Monday, September 7, 2020

Will there be a layoff in Turkish Airlines? Here are the most frequently asked questions


In our country, layoffs have not started due to COVID 19 due to legal regulations in the aviation sector. But new agreements are placed in front of employees. Attorney Tuğba Thin wrote…

The effects of the COVID 19 outbreak in the aviation industry continue all over the world.   For example, the waters do not stop at Lufthansa, one of the biggest airlines. In its statement, the European Pilots Association announced the number of pilots who lost their jobs or threatened to be unemployed in Europe due to the epidemic as 6,500. 


In our country, layoffs have not started due to COVID 19 due to legal regulations in the aviation sector. The damage is serious. As such, it is inevitable for airline companies to take some economic measures in order to survive. 
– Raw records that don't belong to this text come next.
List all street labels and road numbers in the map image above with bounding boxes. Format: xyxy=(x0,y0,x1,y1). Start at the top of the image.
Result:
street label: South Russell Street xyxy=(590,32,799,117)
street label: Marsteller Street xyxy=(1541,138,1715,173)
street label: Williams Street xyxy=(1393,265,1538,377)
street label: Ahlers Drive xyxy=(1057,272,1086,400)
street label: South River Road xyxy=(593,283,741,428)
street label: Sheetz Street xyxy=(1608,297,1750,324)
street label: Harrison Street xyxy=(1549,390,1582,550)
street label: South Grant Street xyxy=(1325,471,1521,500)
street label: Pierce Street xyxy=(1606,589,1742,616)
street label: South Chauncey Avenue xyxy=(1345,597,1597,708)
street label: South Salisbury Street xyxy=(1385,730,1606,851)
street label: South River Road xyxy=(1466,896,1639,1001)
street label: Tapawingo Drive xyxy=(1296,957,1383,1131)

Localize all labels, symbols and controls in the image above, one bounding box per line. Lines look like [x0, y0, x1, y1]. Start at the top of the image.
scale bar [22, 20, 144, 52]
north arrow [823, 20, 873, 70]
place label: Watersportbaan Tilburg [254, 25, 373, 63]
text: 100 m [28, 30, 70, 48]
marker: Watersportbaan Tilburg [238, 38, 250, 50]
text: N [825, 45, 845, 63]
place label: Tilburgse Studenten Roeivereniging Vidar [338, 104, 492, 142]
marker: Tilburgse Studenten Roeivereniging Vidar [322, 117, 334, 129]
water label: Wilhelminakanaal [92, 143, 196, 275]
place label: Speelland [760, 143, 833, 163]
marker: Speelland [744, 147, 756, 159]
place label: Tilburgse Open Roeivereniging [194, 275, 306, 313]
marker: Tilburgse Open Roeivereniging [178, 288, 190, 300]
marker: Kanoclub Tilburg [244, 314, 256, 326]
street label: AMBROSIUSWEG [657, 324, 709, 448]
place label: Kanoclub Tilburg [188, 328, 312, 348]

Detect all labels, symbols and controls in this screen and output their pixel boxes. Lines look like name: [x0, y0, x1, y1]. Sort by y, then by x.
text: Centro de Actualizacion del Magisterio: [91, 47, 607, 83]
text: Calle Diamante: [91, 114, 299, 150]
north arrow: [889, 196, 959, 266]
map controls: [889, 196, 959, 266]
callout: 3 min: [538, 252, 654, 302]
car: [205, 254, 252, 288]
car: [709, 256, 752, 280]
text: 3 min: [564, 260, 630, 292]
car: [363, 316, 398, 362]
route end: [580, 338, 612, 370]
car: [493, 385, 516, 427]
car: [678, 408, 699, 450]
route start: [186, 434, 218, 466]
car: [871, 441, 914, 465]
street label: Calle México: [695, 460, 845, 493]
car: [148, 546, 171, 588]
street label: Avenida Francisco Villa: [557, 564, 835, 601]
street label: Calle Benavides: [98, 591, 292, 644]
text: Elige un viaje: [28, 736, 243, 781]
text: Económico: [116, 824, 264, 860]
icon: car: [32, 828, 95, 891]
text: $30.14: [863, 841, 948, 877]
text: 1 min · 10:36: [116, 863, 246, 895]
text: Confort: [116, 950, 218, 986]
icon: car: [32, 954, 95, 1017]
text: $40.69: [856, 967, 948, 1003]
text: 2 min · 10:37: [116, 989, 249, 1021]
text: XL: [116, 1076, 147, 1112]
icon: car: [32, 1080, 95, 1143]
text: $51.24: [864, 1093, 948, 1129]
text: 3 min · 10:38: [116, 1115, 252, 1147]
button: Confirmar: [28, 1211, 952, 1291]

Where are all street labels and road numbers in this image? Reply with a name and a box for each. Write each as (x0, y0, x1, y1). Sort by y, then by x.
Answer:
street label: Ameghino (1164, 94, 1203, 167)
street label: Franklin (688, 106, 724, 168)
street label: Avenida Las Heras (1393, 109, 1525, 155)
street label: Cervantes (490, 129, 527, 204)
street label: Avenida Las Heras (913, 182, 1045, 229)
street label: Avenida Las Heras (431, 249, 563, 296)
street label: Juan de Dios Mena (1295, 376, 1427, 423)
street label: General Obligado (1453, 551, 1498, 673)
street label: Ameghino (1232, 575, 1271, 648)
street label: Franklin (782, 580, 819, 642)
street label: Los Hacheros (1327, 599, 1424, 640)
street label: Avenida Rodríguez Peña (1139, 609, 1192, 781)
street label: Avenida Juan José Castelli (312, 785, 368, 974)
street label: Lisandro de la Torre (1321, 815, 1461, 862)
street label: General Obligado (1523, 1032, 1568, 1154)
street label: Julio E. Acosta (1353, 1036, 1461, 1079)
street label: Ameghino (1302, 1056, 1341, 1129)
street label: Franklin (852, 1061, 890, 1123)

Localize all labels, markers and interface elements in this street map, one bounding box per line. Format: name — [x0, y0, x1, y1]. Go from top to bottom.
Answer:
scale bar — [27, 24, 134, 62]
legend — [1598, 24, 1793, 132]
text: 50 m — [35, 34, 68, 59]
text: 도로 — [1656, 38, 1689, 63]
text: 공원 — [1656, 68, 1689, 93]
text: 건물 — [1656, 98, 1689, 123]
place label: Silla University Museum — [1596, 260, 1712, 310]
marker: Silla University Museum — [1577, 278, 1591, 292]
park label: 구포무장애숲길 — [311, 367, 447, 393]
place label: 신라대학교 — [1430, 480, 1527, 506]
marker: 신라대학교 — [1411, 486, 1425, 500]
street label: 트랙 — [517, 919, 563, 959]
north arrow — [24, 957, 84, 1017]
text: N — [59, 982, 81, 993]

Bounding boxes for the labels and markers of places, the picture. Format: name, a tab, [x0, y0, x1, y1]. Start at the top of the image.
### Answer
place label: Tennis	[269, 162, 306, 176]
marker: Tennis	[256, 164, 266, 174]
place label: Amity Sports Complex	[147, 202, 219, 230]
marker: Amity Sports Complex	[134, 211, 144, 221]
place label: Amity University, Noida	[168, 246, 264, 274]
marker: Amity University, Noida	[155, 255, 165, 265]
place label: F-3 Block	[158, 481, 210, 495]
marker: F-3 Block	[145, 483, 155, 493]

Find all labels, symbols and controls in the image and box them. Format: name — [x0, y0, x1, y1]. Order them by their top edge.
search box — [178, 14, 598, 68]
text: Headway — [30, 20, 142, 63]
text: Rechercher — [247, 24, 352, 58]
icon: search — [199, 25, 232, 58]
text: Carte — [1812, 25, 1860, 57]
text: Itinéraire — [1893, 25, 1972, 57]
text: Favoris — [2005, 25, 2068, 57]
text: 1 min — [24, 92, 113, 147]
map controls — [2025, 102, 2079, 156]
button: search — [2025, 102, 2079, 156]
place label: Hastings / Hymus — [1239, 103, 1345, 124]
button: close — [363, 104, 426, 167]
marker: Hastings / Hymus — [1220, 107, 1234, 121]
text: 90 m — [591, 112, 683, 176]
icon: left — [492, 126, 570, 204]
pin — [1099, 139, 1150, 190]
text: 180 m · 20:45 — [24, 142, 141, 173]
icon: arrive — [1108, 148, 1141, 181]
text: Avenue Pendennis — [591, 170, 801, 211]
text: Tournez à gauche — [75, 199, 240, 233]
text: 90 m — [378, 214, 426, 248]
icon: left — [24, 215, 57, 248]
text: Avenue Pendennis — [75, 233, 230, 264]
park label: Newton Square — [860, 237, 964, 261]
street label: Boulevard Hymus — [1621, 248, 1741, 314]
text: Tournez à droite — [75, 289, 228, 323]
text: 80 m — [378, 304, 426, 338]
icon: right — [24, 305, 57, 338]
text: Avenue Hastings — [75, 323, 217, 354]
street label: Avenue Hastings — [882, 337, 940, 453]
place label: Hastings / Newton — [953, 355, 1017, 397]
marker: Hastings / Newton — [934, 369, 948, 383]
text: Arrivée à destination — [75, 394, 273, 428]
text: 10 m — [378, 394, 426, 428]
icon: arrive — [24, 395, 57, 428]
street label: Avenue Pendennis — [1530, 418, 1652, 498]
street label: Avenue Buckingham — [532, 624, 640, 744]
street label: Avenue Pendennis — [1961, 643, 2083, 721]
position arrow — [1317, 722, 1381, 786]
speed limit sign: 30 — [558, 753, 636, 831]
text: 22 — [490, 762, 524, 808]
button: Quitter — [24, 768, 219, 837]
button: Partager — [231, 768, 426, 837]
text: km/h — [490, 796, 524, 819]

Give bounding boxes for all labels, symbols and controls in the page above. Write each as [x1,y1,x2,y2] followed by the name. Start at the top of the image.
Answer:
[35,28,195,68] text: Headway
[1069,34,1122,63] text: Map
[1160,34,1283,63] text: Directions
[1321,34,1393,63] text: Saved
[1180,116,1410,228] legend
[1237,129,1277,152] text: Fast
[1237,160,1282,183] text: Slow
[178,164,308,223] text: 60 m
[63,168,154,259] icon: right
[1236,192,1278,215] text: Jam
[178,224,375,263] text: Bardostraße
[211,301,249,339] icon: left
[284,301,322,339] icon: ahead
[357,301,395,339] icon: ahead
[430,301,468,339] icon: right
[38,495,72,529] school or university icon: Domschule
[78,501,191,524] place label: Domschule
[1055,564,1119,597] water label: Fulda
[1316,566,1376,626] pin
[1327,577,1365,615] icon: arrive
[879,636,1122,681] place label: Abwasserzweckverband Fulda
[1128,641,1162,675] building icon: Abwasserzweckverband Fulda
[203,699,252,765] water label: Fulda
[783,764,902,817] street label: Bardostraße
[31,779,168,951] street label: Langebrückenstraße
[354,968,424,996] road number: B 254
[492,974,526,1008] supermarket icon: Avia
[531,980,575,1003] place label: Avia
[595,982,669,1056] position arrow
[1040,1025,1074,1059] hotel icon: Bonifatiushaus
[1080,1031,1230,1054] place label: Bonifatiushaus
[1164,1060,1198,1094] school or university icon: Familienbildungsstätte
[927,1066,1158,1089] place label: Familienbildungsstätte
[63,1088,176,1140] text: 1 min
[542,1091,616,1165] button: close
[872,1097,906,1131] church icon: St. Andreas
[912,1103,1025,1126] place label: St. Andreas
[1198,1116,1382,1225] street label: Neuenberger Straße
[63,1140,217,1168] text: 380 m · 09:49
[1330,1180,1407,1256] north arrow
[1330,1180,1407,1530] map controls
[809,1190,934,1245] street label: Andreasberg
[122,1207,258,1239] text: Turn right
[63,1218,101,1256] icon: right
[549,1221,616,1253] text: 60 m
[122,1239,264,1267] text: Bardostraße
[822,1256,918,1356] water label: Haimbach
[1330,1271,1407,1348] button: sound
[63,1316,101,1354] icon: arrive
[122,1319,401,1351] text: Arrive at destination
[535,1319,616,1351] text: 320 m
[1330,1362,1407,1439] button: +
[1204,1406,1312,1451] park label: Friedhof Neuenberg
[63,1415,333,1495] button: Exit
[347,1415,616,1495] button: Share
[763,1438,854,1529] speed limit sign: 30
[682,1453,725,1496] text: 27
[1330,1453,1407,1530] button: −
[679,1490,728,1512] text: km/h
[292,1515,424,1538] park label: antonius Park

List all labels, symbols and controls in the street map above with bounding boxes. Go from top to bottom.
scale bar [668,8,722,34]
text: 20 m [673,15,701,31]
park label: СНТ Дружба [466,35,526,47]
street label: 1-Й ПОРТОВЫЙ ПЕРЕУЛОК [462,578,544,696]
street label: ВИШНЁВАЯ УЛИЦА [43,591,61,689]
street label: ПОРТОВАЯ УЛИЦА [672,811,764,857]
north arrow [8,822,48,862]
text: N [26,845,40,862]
Recently, an e-mail message was sent to the employees by the Employer following the protocol signed between THY and the authorized union Hava-İş, which stipulated a 30 to 50 percent reduction in salaries. In this e-mail, employees who did not accept the terms of the protocol were asked to sign a letter stating that they terminated their employment voluntarily, and employees were given a deadline until September 8, 2020.   Regardless of what form, quitting or retiring   requires financial and moral preparation. Everyone is trying to make the most logical decision for himself. After these developments, I compiled the questions asked to me as a lawyer on the subject and I share my answers with you in order to answer the questions you have in mind. 

I am a member of Hava İş union. Will this protocol bind me?
This protocol binds Hava-İş union members and those who benefit from TİS rights by paying solidarity fees.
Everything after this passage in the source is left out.